Most emergency department (ED) physicians underestimated the number of opioid prescriptions they wrote, but began prescribing fewer upon learning of their behavior, according to results of a study published in Academic Emergency Medicine.
Most ED physicians lack data on their opioid prescribing habits, and there are few benchmarks that would allow them to compare their habits with an accepted norm. In fact, only 17 states have published guidelines for opioid prescribing in the ED, and most that do rely on a physician’s knowledge of the opioid crisis and common sense to minimize prescribing rather than assess the behavior of individual clinicians.
In this prospective, multicenter, randomized trial, Sean S. Michael, MD, MBA, from the department of emergency medicine, University of Colorado School of Medicine, in Aurora, and colleagues investigated how providers perceive their opioid prescribing habits and assessed clinicians’ response to learning how their actual prescribing practices compared with group tendencies. The participants were then monitored for self-correction over the course of a year.
The goal of the strategy, which the researchers term “query-reveal intervention,” was to personalize how practitioners view the opioid crisis in their own workplaces. The researchers surveyed attending physicians, residents, and advanced practice providers (APPs) at four hospital EDs: an urban tertiary academic center, an urban acute care hospital/nonprimary teaching site, a small suburban community hospital, and a small rural community hospital.
The investigators randomly assigned 51 clinicians (34 attendings, 15 residents, and 2 APPs) to the intervention arm and 58 (31 attendings, 21 residents, and 6 APPs) to the control arm.
To estimate degree of opioid prescribing, a member of the study team showed each participant in the intervention group bar graphs representing all providers at their ED and asking “Each of these bars represents one provider in the group, including you. Which do you think is you?” Immediately after that, each clinician was provided with his/her true prescribing profile in absolute and relative to peers.
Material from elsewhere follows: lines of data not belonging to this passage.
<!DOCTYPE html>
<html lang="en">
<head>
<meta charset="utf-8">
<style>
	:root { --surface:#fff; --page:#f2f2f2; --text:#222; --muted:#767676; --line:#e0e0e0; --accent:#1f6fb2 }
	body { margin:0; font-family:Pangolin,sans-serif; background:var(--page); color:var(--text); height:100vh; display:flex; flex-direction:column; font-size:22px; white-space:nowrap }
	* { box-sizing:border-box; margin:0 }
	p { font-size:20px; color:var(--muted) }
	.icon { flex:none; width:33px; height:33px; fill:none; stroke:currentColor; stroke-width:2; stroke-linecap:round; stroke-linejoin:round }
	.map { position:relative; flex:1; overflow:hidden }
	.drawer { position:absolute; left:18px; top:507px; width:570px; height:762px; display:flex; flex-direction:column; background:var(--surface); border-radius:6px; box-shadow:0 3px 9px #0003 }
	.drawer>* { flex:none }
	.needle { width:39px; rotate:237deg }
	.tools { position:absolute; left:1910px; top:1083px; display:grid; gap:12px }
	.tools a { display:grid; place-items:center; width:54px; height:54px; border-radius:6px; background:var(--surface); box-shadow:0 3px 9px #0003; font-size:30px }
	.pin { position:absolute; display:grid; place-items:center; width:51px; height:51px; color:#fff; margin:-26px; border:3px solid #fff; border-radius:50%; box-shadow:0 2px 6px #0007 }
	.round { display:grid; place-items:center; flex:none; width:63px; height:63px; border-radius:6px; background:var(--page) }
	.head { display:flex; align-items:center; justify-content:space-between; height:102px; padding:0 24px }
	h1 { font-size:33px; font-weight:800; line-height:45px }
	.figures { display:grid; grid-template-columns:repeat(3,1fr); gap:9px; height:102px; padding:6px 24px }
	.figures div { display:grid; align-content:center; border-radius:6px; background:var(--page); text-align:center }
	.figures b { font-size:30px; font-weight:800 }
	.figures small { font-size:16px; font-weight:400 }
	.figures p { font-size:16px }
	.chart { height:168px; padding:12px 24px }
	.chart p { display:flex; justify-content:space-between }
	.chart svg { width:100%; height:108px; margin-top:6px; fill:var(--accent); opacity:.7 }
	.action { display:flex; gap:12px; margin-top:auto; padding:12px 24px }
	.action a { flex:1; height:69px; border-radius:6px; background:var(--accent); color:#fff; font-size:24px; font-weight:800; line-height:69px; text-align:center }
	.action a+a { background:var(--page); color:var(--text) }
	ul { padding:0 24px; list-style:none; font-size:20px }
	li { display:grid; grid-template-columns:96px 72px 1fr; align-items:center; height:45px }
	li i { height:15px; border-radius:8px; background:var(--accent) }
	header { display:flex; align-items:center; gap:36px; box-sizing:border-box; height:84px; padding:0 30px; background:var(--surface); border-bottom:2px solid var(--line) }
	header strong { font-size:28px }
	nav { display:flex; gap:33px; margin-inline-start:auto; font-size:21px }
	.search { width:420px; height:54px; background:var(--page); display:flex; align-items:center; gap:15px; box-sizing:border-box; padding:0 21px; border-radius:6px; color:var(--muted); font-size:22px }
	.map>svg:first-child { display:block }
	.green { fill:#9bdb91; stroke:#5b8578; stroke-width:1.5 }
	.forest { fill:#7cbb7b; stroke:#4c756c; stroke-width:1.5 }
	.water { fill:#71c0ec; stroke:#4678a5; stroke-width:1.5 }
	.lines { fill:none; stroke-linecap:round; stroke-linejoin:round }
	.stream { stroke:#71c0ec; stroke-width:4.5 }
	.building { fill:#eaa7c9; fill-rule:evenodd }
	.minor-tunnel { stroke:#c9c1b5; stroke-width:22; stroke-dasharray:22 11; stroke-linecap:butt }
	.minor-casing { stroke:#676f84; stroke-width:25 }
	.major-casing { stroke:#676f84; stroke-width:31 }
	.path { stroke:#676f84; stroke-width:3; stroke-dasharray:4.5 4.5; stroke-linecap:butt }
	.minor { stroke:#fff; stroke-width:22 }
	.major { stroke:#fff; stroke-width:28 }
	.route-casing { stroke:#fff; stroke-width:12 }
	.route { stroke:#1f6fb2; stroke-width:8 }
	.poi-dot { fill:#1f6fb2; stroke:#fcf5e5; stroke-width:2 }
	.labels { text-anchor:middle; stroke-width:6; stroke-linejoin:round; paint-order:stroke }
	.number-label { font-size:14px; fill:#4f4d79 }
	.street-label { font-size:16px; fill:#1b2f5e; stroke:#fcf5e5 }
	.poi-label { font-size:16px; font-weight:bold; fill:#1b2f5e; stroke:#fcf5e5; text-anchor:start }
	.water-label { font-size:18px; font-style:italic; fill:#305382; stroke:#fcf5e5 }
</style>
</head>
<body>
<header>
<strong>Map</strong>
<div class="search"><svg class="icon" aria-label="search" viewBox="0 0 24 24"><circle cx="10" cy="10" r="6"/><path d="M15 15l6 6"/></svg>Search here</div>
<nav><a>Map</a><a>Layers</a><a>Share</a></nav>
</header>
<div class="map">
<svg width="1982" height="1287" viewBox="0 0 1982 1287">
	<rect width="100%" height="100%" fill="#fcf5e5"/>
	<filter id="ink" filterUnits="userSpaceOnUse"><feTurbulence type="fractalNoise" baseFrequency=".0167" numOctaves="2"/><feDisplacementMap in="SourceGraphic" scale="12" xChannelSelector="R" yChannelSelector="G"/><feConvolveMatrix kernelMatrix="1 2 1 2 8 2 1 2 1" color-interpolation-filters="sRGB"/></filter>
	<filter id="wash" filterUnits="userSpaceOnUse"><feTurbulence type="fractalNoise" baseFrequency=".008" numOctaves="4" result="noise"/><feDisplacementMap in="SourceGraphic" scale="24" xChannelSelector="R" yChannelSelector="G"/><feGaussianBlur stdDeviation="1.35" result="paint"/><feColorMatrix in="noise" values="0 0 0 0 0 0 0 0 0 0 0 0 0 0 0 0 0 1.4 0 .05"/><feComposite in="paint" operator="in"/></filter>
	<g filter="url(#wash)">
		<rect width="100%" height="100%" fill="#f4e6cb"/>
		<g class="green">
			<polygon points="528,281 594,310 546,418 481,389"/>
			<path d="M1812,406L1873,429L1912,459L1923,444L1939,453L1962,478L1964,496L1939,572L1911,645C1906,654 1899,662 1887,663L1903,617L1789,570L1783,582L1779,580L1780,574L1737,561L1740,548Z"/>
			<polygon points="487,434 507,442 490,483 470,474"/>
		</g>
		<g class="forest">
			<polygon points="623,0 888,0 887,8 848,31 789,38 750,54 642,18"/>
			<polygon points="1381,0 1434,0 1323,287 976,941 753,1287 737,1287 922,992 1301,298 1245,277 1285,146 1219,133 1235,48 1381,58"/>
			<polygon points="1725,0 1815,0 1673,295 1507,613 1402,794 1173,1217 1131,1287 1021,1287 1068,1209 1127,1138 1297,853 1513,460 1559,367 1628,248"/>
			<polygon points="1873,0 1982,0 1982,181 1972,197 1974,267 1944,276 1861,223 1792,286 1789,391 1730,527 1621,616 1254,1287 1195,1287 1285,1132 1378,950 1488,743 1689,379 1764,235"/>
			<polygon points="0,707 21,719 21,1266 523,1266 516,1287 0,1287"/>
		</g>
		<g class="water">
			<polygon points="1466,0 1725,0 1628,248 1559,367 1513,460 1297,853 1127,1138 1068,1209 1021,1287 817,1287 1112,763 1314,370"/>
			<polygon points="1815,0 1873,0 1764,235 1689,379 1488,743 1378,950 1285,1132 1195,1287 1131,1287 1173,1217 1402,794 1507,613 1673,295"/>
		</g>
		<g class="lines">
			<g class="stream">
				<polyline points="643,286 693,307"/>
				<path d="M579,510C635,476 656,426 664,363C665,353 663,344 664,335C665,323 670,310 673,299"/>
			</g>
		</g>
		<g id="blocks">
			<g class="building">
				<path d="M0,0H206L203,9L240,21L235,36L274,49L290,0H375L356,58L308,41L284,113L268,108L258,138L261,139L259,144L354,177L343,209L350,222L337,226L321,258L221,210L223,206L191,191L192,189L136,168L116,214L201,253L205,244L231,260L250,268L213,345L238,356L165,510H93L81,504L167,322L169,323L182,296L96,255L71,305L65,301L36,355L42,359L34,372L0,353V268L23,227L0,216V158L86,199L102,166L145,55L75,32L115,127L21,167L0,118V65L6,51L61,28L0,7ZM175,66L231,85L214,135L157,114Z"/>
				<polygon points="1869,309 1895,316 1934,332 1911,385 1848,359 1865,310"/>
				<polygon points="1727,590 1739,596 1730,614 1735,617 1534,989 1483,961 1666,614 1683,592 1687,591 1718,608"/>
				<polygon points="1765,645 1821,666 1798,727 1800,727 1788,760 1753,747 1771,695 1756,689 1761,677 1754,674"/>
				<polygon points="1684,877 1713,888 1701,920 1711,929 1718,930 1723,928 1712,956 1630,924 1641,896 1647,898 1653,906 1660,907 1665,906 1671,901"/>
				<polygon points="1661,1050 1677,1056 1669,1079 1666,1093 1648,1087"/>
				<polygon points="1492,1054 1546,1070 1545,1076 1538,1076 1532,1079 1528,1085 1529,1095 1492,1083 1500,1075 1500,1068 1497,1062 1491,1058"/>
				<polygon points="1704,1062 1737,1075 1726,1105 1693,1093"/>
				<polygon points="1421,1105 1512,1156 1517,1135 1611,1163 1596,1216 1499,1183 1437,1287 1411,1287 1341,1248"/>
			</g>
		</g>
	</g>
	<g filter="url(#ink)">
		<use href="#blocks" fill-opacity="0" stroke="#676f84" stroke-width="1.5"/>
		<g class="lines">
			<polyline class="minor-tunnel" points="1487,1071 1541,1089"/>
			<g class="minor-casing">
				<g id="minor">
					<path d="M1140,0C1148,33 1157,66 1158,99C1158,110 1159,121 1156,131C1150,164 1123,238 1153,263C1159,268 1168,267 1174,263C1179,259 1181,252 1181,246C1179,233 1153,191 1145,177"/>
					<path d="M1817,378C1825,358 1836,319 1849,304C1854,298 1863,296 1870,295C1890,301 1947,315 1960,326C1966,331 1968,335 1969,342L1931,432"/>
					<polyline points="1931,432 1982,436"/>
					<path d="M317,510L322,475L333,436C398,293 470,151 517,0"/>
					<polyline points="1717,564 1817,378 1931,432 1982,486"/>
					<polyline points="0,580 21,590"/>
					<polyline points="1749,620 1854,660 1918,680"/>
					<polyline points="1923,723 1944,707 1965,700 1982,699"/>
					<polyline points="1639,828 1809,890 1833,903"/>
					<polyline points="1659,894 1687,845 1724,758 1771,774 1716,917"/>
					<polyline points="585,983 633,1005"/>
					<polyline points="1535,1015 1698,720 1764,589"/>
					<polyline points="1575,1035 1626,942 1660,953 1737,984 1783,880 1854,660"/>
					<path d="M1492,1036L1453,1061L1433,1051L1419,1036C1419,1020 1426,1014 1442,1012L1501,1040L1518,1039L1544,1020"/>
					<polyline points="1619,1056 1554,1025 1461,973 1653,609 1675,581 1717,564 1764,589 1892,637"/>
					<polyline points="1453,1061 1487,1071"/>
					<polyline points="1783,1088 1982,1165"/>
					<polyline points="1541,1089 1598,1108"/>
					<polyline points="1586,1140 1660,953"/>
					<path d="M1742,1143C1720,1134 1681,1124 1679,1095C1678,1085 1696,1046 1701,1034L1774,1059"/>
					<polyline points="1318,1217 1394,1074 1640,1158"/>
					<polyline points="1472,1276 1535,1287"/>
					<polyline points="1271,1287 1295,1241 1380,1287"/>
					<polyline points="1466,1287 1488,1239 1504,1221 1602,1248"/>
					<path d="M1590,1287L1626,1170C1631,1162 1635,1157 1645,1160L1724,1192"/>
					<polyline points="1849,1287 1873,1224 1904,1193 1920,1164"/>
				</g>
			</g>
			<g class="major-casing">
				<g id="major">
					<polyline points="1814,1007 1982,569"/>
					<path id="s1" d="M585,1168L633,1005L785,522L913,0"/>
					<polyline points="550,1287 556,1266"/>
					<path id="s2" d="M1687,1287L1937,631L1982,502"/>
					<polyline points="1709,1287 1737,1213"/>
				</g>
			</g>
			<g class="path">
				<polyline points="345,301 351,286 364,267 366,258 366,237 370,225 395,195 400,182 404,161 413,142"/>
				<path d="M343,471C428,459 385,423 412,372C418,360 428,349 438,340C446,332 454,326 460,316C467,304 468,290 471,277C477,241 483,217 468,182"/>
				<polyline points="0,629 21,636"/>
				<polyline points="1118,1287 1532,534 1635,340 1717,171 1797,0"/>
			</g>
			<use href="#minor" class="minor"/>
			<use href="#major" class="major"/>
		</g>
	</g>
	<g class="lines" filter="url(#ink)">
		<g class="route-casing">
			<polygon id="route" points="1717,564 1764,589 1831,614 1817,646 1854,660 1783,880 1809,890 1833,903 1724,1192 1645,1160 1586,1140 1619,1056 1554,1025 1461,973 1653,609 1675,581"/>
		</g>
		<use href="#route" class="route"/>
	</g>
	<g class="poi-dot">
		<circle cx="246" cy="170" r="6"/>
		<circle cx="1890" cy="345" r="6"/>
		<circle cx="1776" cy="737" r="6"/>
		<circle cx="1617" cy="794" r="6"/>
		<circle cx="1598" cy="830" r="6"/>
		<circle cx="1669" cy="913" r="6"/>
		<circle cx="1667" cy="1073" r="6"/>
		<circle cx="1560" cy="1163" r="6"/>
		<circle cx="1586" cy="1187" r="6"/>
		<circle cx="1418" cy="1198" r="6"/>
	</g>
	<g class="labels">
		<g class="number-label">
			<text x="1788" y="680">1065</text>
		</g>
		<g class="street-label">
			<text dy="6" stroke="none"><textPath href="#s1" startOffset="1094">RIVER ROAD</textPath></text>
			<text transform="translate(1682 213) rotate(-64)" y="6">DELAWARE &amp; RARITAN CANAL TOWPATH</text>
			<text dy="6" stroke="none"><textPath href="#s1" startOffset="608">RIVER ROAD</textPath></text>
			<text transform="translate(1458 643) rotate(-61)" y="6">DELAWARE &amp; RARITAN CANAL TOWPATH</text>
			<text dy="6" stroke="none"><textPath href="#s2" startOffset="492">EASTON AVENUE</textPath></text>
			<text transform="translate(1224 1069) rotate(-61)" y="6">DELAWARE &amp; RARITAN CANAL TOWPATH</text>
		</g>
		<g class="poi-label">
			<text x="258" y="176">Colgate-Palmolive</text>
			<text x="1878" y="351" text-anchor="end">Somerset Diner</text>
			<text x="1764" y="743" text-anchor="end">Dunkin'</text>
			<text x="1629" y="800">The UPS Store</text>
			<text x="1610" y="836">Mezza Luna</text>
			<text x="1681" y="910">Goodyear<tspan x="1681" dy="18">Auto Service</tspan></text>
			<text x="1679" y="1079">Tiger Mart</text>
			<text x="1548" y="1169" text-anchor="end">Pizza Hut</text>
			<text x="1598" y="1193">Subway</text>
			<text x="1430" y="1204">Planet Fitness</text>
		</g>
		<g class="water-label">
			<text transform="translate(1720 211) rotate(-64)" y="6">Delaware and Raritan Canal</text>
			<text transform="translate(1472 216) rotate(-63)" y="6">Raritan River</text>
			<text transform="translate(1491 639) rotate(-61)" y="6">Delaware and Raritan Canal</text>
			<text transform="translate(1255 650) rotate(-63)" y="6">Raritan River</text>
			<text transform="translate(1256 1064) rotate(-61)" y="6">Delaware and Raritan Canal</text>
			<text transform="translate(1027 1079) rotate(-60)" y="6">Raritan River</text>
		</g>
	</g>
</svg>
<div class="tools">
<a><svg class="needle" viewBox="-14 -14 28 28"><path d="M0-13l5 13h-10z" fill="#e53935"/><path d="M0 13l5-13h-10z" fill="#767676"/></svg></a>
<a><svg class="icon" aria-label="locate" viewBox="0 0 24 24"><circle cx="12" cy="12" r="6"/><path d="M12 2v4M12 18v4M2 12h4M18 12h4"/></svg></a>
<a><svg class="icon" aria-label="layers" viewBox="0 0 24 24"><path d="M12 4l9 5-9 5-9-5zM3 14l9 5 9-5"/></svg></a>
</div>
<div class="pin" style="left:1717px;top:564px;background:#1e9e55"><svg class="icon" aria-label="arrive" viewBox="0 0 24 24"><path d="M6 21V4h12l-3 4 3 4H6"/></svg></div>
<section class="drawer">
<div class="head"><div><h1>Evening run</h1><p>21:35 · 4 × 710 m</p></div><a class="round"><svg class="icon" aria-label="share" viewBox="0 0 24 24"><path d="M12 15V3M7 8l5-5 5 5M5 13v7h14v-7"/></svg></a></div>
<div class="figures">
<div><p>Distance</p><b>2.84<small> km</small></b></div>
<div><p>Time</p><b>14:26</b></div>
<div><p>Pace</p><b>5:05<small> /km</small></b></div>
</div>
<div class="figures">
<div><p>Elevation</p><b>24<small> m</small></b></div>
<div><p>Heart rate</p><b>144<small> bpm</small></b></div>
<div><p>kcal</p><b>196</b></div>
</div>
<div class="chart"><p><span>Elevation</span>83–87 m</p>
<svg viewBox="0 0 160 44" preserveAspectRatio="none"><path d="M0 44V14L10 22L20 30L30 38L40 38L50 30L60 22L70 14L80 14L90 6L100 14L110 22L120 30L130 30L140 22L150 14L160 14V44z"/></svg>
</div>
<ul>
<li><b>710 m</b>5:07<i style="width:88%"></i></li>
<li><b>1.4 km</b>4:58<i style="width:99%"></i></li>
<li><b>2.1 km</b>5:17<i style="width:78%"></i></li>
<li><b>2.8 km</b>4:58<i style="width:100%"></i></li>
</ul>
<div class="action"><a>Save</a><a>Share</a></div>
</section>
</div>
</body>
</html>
Physicians in the control arm did not receive information on individual or group prescribing habits.
The primary outcome was change in percentage of patients discharged with an opioid prescription at 6 and 12 months.
During the year of the study, the 109 practitioners altogether discharged 119,428 patients and wrote 75,203 total prescriptions, including 15,124 (20.1%) for opioids.
Of the participants receiving the intervention, 73% of the attending physicians and advanced practice providers and 27% of the residents underestimated their prescribing rank compared with their peers by more than one decile in one metric or more. Just five providers (three residents and two attendings) overestimated their opioid prescribing rank.
Clinicians in the intervention group who had underestimated their prescribing showed larger declines in the number of patients discharged with an opioid prescription compared with clinicians in the control group. Specifically, compared with the control group, they had a median of 2.1 (95% confidence interval [CI], 0.5 – 3.9; P = .007) fewer opioid prescriptions per 100 patients at 6 months and 2.2 (95% CI, 0.01 – 4.8; P = .05) fewer prescriptions per 100 patients at 12 months.
Meanwhile, those in the intervention group who had not underestimated their prescribing at baseline prescribed 1.3 more prescriptions per 100 patients at 6 months compared with controls, and 1.2 more per 100 patients at 12 months.
“In the multivariable mixed-effects model, intervention allocation with underestimation of one’s prescribing relative to peers, physician level of training (compared to APP), and fewer years of experience were significant predictors of larger-magnitude six and twelve-month decreases in the proportion of patients discharged with an opioid prescription,” the authors write.
Providers with accurate self-perception or who overestimated their opioid prescribing practices didn’t decrease opioid prescribing compared with controls.
The four EDs served different communities but were part of the same healthcare system. Prescribing behavior did not significantly differ among them.
The researchers compare the lack of self-awareness about opioid prescribing to the observation that a majority of drivers think they are above average. They suggest that the disconnect between perceived behavior and being confronted with a different reality creates cognitive dissonance that drives behavior change.
“This randomized trial exposes important gaps in providers’ self-perceptions of opioid prescribing and demonstrates that a simple, data-driven intervention using query-reveal methodology may decrease future prescribing, particularly among providers who underestimate their own prescribing practices,” the researchers conclude.
Limitations of the study include the fact that only 5% to 10% of opioid prescriptions come from EDs, lack of information on the indications for which opioids were prescribed or whether alternative treatments were suggested, and implementation of a state law limiting opioid prescription during the eighth month of the investigation.
The researchers have disclosed no relevant financial relationships.